Activity :: Would you repeat the entries below word for word and omit the pictures?

Records provided ::
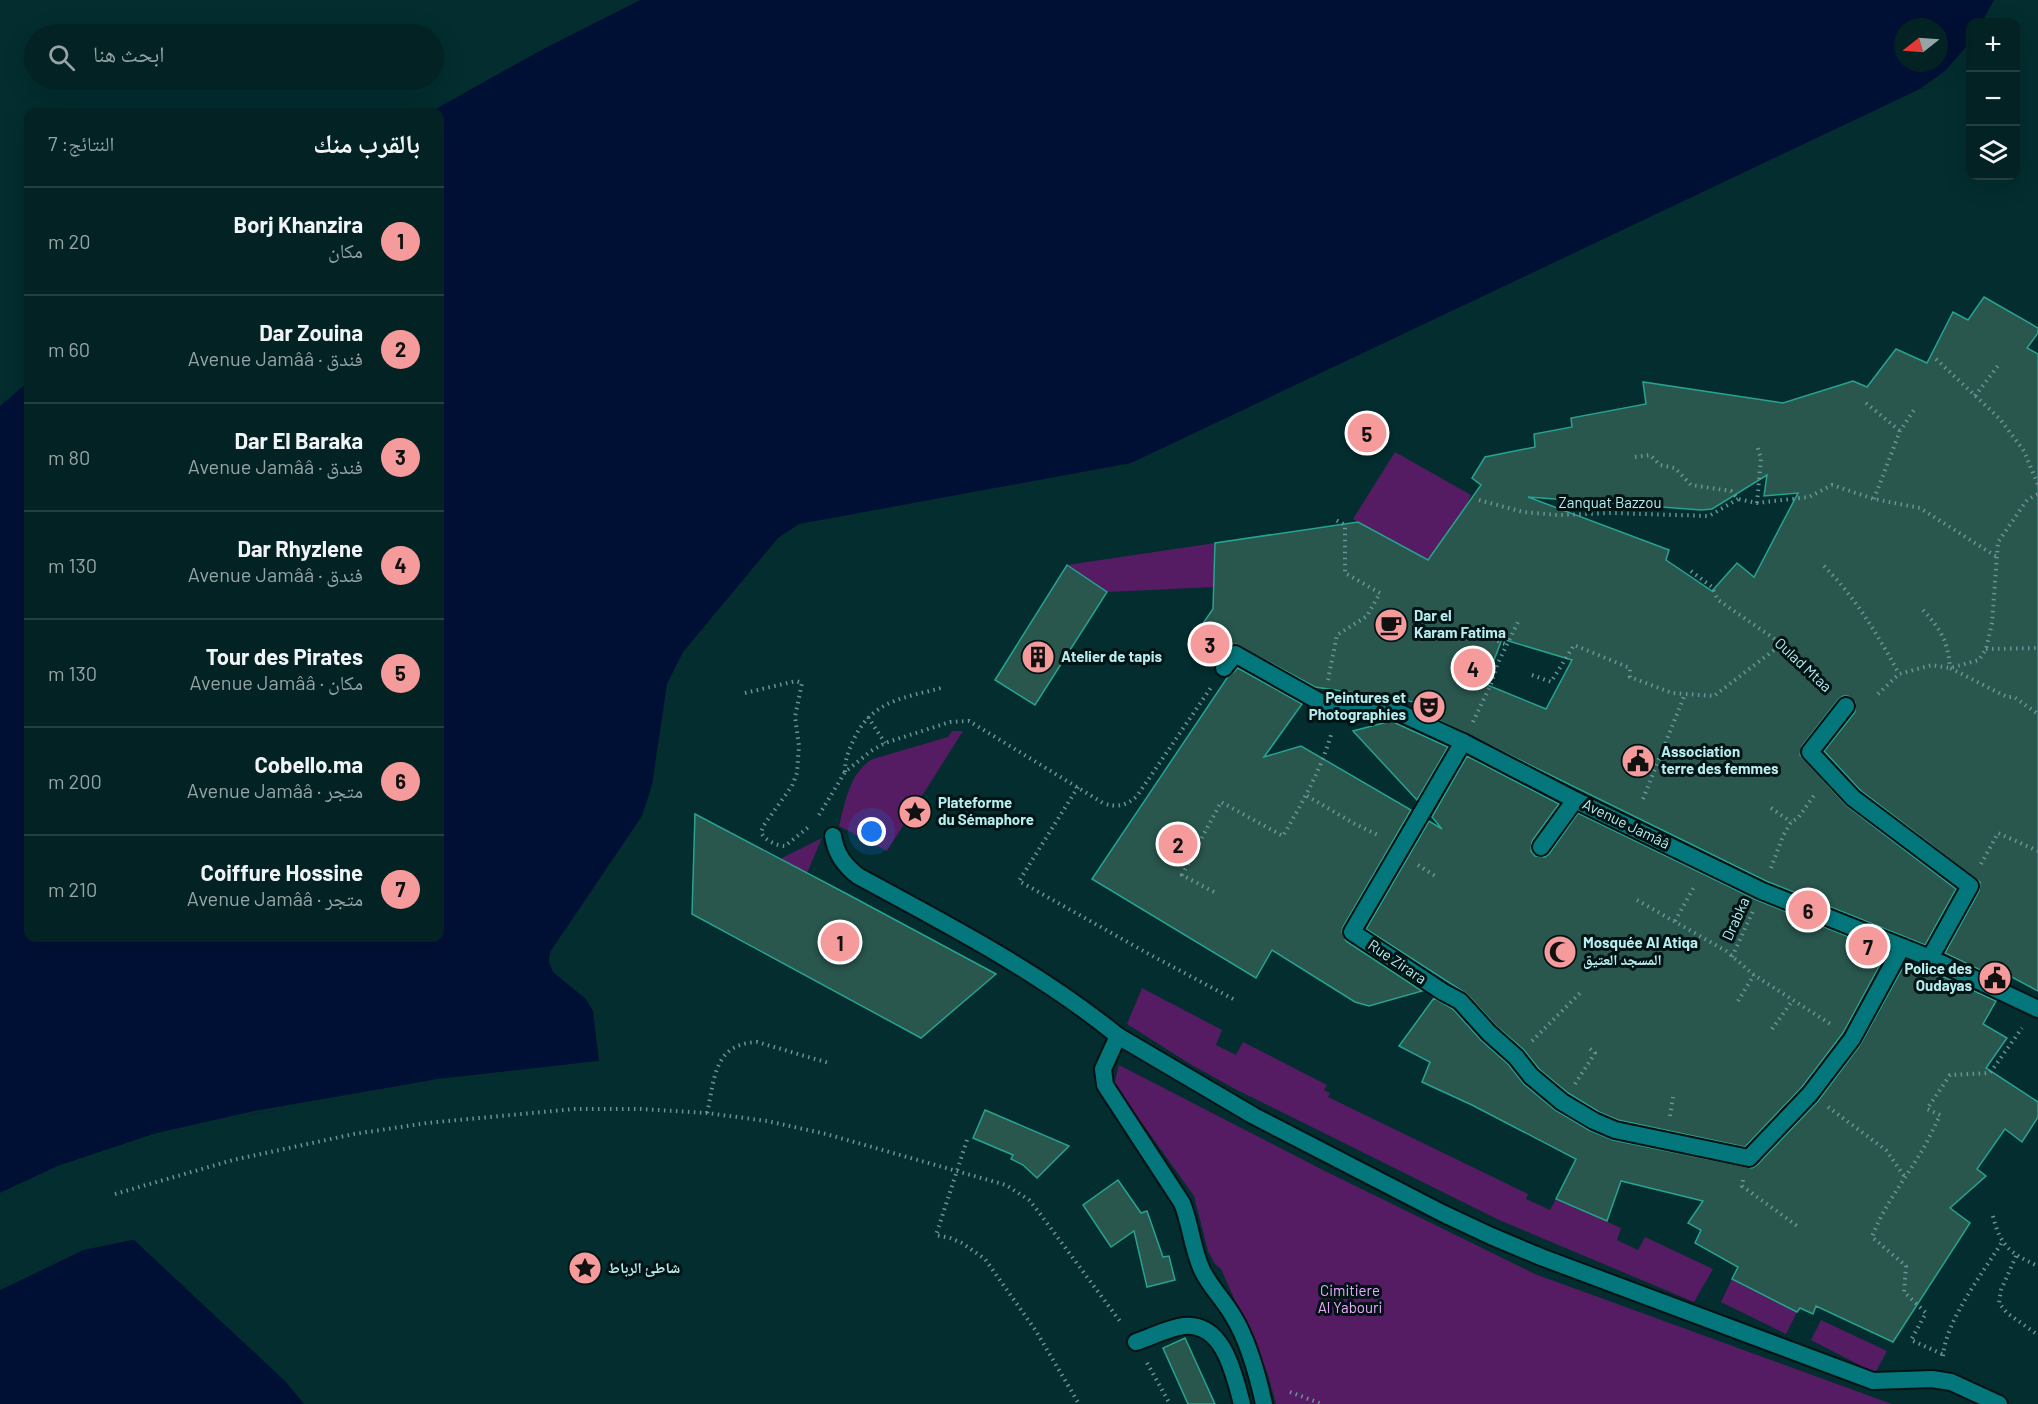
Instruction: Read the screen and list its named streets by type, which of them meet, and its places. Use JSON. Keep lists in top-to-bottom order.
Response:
{
  "streets": {
    "street": ["Avenue Jamââ", "Rue Zirara"],
    "path": ["Zanquat Bazzou", "Oulad Mtaa", "Drabka"]
  },
  "crossings": [
    ["Avenue Jamââ", "Drabka"],
    ["Avenue Jamââ", "Rue Zirara"]
  ],
  "parks": ["Cimitiere Al Yabouri"],
  "places": {
    "cafe": ["Dar el Karam Fatima"],
    "building": ["Atelier de tapis"],
    "theatre": ["Peintures et Photographies"],
    "public building": ["Association terre des femmes", "Police des Oudayas"],
    "place": ["Plateforme du Sémaphore", "شاطئ الرباط"],
    "mosque": ["Mosquée Al Atiqa المسجد العتيق"]
  },
  "north": "left",
  "page": {
    "map_buttons": ["+", "−"],
    "search": "ابحث هنا",
    "heading": ["بالقرب منك", "النتائج: 7"],
    "list": [
      {
        "mark": "1",
        "name": "Borj Khanzira",
        "note": "مكان",
        "value": "20 m"
      },
      {
        "mark": "2",
        "name": "Dar Zouina",
        "note": "فندق · Avenue Jamââ",
        "value": "60 m"
      },
      {
        "mark": "3",
        "name": "Dar El Baraka",
        "note": "فندق · Avenue Jamââ",
        "value": "80 m"
      },
      {
        "mark": "4",
        "name": "Dar Rhyzlene",
        "note": "فندق · Avenue Jamââ",
        "value": "130 m"
      },
      {
        "mark": "5",
        "name": "Tour des Pirates",
        "note": "مكان · Avenue Jamââ",
        "value": "130 m"
      },
      {
        "mark": "6",
        "name": "Cobello.ma",
        "note": "متجر · Avenue Jamââ",
        "value": "200 m"
      },
      {
        "mark": "7",
        "name": "Coiffure Hossine",
        "note": "متجر · Avenue Jamââ",
        "value": "210 m"
      }
    ],
    "pins": [
      "5",
      "3",
      "4",
      "2",
      "6",
      "1",
      "7"
    ]
  }
}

Result of this task ::
Instruction: Read the screen and list its named streets by type, which of them meet, and its places. Use JSON. Keep lists in top-to-bottom order.
Response:
{
  "streets": {
    "street": ["Avenue Jamââ", "Rue Zirara"],
    "path": ["Zanquat Bazzou", "Oulad Mtaa", "Drabka"]
  },
  "crossings": [
    ["Avenue Jamââ", "Drabka"],
    ["Avenue Jamââ", "Rue Zirara"]
  ],
  "parks": ["Cimitiere Al Yabouri"],
  "places": {
    "cafe": ["Dar el Karam Fatima"],
    "building": ["Atelier de tapis"],
    "theatre": ["Peintures et Photographies"],
    "public building": ["Association terre des femmes", "Police des Oudayas"],
    "place": ["Plateforme du Sémaphore", "شاطئ الرباط"],
    "mosque": ["Mosquée Al Atiqa المسجد العتيق"]
  },
  "north": "left",
  "page": {
    "map_buttons": ["+", "−"],
    "search": "ابحث هنا",
    "heading": ["بالقرب منك", "النتائج: 7"],
    "list": [
      {
        "mark": "1",
        "name": "Borj Khanzira",
        "note": "مكان",
        "value": "20 m"
      },
      {
        "mark": "2",
        "name": "Dar Zouina",
        "note": "فندق · Avenue Jamââ",
        "value": "60 m"
      },
      {
        "mark": "3",
        "name": "Dar El Baraka",
        "note": "فندق · Avenue Jamââ",
        "value": "80 m"
      },
      {
        "mark": "4",
        "name": "Dar Rhyzlene",
        "note": "فندق · Avenue Jamââ",
        "value": "130 m"
      },
      {
        "mark": "5",
        "name": "Tour des Pirates",
        "note": "مكان · Avenue Jamââ",
        "value": "130 m"
      },
      {
        "mark": "6",
        "name": "Cobello.ma",
        "note": "متجر · Avenue Jamââ",
        "value": "200 m"
      },
      {
        "mark": "7",
        "name": "Coiffure Hossine",
        "note": "متجر · Avenue Jamââ",
        "value": "210 m"
      }
    ],
    "pins": [
      "5",
      "3",
      "4",
      "2",
      "6",
      "1",
      "7"
    ]
  }
}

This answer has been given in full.